Colloquium presentation:
Integrating Forest and Land Use History Using Historical Documents, Field Studies, and Geographic Information Systems
Nov. 7, Giffels Auditorium
3:30 p.m.

Evening lecture:
Assessing Forest Recovery: Clues from Landscape History
Nov. 8, Giffels Auditorium
7:30 p.m.

Emily W. B. Russell is a well-known landscape ecologist who addresses topics such as forest reconstruction, the assessment of human impacts on regional vegetation, and paleoecology. She is especially known for integrating historical documentation and botanical research. Among her many publications are those treating such topics as postglacial and historic vegetation, human impacts on the landscape, and the effects of fires on vegetation. Dr. Russell received her BS degree from Denison University, two MA degrees, one in botany from Duke University and one in history from Rutgers University, and her Ph.D. degree from Rutgers University. Dr. Russell has had a very active career, holding research and teaching positions at a number of institutions including the University of Nottingham, Duke University, Harvard University, and Rutgers University. She held a Fulbright Fellowship to Paris in 1966-1967 as well. She has received a number of grants from such institutions and agencies as the U.S. Geological Survey, the National Park Service, the National Science Foundation, and the Nature Conservancy. Dr. Russell has participated in a number of professional seminars and symposia, and has been active in the Ecological Society of America. Dr.
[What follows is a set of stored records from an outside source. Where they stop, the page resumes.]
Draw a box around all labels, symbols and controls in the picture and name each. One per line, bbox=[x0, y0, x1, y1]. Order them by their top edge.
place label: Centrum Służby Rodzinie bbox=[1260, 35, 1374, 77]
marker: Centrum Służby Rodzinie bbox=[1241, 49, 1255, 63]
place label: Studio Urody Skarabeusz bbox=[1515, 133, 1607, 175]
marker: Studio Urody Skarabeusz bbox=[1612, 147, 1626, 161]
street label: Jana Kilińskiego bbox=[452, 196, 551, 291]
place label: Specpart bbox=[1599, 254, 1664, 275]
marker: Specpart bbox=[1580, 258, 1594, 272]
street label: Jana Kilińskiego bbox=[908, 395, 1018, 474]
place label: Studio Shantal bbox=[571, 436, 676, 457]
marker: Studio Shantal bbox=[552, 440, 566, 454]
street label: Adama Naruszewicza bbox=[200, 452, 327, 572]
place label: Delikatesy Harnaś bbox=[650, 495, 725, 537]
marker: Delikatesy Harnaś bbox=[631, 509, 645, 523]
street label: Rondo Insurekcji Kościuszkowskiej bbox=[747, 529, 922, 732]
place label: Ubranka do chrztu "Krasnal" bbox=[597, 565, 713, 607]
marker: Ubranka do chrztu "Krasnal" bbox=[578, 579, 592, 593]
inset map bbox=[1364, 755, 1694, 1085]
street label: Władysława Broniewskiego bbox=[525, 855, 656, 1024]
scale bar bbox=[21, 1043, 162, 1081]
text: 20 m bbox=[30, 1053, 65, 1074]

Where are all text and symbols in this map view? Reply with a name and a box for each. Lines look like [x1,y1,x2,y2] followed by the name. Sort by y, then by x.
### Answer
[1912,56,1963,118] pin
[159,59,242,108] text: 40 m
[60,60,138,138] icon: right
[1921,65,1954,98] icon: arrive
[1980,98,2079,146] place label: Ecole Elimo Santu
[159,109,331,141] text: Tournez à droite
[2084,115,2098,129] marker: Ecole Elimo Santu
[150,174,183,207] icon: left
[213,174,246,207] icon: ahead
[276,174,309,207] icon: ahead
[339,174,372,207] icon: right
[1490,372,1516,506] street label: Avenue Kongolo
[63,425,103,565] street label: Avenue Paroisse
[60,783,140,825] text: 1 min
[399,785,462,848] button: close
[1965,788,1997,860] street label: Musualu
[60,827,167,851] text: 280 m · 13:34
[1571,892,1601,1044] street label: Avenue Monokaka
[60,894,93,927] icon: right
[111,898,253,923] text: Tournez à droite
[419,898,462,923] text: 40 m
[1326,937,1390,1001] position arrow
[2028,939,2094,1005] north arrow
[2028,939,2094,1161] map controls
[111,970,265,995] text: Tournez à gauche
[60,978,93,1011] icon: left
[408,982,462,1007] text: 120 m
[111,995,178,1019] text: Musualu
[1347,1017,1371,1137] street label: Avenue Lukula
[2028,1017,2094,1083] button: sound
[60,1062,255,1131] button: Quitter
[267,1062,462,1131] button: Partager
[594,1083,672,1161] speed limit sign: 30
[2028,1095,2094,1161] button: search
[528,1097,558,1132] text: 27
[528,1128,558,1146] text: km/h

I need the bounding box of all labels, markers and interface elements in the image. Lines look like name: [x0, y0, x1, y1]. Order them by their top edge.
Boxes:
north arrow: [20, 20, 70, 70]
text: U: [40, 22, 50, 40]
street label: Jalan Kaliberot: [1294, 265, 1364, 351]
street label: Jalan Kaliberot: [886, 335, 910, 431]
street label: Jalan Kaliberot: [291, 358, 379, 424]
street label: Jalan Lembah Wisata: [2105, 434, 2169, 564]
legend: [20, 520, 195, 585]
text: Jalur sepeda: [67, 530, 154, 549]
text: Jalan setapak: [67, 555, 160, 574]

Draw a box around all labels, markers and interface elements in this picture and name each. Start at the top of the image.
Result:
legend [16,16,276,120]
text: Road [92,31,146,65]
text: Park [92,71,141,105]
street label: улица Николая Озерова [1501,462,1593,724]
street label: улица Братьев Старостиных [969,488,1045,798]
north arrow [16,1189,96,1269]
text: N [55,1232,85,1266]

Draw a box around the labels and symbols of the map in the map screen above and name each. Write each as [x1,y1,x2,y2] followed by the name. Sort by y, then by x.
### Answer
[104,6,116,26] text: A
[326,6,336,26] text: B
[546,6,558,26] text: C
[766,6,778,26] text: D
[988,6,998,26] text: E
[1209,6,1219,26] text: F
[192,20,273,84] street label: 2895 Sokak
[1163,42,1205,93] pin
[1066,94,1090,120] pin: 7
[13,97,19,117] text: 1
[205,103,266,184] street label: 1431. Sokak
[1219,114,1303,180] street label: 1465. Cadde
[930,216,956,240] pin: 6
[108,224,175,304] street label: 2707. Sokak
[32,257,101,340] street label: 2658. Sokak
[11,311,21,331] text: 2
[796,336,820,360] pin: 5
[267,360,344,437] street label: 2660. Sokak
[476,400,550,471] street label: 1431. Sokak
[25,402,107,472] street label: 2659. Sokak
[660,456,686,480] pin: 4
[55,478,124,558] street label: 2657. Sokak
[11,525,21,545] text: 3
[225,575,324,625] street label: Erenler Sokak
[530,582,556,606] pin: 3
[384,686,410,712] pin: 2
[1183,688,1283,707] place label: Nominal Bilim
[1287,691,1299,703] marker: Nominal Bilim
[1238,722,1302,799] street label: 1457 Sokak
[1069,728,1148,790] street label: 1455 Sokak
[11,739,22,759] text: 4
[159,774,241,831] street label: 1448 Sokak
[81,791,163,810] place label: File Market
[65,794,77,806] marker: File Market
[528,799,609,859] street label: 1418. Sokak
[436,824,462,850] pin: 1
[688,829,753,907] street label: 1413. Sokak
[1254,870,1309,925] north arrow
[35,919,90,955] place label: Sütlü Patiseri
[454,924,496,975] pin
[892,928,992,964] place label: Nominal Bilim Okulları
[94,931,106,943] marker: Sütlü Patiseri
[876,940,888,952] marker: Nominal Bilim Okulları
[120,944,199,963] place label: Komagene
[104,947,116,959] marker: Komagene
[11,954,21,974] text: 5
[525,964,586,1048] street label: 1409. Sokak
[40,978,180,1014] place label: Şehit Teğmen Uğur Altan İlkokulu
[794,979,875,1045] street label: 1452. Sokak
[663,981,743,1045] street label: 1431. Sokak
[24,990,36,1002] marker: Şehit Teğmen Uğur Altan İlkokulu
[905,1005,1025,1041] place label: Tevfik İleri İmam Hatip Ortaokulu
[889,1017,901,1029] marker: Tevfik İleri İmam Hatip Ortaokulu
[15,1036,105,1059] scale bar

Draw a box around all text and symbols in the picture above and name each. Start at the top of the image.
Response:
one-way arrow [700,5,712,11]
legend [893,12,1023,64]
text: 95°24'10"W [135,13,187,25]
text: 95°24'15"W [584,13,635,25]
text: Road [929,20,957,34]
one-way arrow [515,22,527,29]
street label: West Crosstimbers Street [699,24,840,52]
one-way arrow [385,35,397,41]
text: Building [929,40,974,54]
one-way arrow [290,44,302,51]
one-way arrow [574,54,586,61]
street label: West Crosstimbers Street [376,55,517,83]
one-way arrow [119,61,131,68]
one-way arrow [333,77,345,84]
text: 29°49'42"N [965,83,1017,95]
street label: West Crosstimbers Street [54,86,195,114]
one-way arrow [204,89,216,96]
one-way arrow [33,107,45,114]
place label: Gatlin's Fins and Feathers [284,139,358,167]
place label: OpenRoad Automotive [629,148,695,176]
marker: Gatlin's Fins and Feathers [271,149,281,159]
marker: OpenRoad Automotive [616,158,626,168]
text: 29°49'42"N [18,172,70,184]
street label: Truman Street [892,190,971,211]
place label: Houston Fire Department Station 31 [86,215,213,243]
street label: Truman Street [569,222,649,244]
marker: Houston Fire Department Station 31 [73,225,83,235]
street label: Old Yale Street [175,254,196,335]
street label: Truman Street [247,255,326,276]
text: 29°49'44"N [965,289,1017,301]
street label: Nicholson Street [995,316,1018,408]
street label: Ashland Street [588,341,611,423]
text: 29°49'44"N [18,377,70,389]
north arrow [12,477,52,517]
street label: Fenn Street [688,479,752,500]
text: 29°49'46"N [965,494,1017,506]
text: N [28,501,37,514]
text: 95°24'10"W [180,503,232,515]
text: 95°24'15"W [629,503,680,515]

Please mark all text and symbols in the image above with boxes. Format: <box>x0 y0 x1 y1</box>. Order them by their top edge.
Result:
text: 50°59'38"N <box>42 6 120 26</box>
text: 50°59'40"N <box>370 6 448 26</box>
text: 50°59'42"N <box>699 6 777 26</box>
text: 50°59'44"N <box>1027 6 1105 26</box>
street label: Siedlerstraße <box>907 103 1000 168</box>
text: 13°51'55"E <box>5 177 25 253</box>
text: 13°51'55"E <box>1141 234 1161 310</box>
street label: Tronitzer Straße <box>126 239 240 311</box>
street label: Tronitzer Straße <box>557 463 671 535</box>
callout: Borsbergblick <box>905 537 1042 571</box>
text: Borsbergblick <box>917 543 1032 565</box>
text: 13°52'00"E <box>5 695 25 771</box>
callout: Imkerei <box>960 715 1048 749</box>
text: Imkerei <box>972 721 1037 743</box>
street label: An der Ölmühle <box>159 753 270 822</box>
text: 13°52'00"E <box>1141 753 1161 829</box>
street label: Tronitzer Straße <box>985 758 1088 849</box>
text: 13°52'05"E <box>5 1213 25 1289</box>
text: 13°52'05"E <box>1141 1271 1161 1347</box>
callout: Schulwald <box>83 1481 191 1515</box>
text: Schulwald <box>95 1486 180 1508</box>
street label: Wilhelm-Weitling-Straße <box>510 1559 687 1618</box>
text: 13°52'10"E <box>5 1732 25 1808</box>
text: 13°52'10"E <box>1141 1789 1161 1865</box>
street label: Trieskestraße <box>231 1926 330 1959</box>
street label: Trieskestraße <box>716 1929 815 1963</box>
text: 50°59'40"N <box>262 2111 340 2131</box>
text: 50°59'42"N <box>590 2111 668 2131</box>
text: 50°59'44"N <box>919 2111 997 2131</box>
Russell has published over 30 articles and chapters about her varied research, and is the author of People and the Land Through Time: Linking Ecology and History (Yale University Press, 1997) and is the co-editor of Protecting the New Jersey Pinelands: A New Direction in Land-Use Management (with B.R. Collins; Rutgers University Press, 1988).

Feb. 6-7, 2001

Robert L. Hall

Robert L. Hall, Ph.D.

Professor Emeritus, Department of Anthropology, University of Illinois at Chicago

Colloquium presentation:
Seeking the Sacred in American Indian Cultural Landscapes
Feb. 6, Giffels Auditorium
3:30 p.m.

Evening lecture:
The Sacred Beneath Our Feet: American Indian Sacred Landscapes
Feb. 7, Giffels Auditorium
7:30 p.m.

Robert L. Hall is a senior Midwestern archaeologist who specializes, among other topics, in the analysis of cultural, especially sacred, Native American landscapes. He has published extensively on the related subjects of Indian ideology, cosmology, ceremonialism, symbolism, and identity of the late prehistoric and historic periods. Dr. Hall has carried out extensive research on the Hopewell and Mississippian cultures of the Upper Midwest, and worked at the large and important Cahokia site in western Illinois. Dr. Hall received his BA, MA, and Ph.D. degrees from the University to Wisconsin. He held positions at the University of South Dakota, the Illinois State Museum, and Marquette University before joining the University of Illinois at Chicago in 1968, where he served as the Chair between 1971-1977. Dr. Hall also held an Adjunct Curatorship of Plains and Midwestern archaeology at the Field Museum in Chicago. Dr. Hall is the author of many articles and chapters over his long career, including three books: The Archeology of Carcajou Point (2 vols., University of Wisconsin Press, 1962), Hopewellian Studies (Illinois State Museum, 1964), and An Archaeology of the Soul: North American Indian Belief and Ritual (University of Illinois Press, 1997).


March 6-7, 2001

Carole L. Crumley

Carole L. Crumley, Ph.D.

Professor, Department of Anthropology, University of North Carolina, Chapel Hill

Colloquium presentation:
Archaeology in the New Century: Landscapes Across Scales of Time and Space
March 6, Giffels Auditorium
3:30 p.m.

Evening lecture:
The Past Teaches, the Future Learns: Defining Historic Sustainability in Burgundy, France
March 7, Giffels Auditorium
7:30 p.m.

Carole L. Crumley is widely known for her research into historical ecology, landscape evolution, applications of geomatics, and especially for many years of research about French prehistory, history, and landscapes. Dr. Crumley received her BA degree from the University of Michigan, her MA degree in archaeology from the University of Calgary, and her Ph.D. degree from the University of Wisconsin in anthropology. She held faculty appointments at Western Michigan University, Washington University, Carleton College, and the University of Missouri prior to joining the University of North Carolina, Chapel Hill, faculty in 1977. Her research has been funded by such organizations as the National Geographic Society, the National Science Foundation, and the National Endowment for the Humanities. She also held a Fulbright Fellowship to France in 1997. Dr. Crumley has carried out archaeological and archival research in six countries beyond the U.S. Dr. Crumley has published over 50 journal articles and chapters about her multifaceted research. Among her extensive publications are: Regional Dynamics: Burgundian Landscapes in Historical Perspective (with W. Marquardt, Academic Press, 1987), Historical Ecology: Cultural Knowledge and Changing Landscapes (editor; School of American Research, 1994), and New Directions in Anthropology and Environment: Intersections (editor; Altamira Press/Rowman and Littlefield, 2001).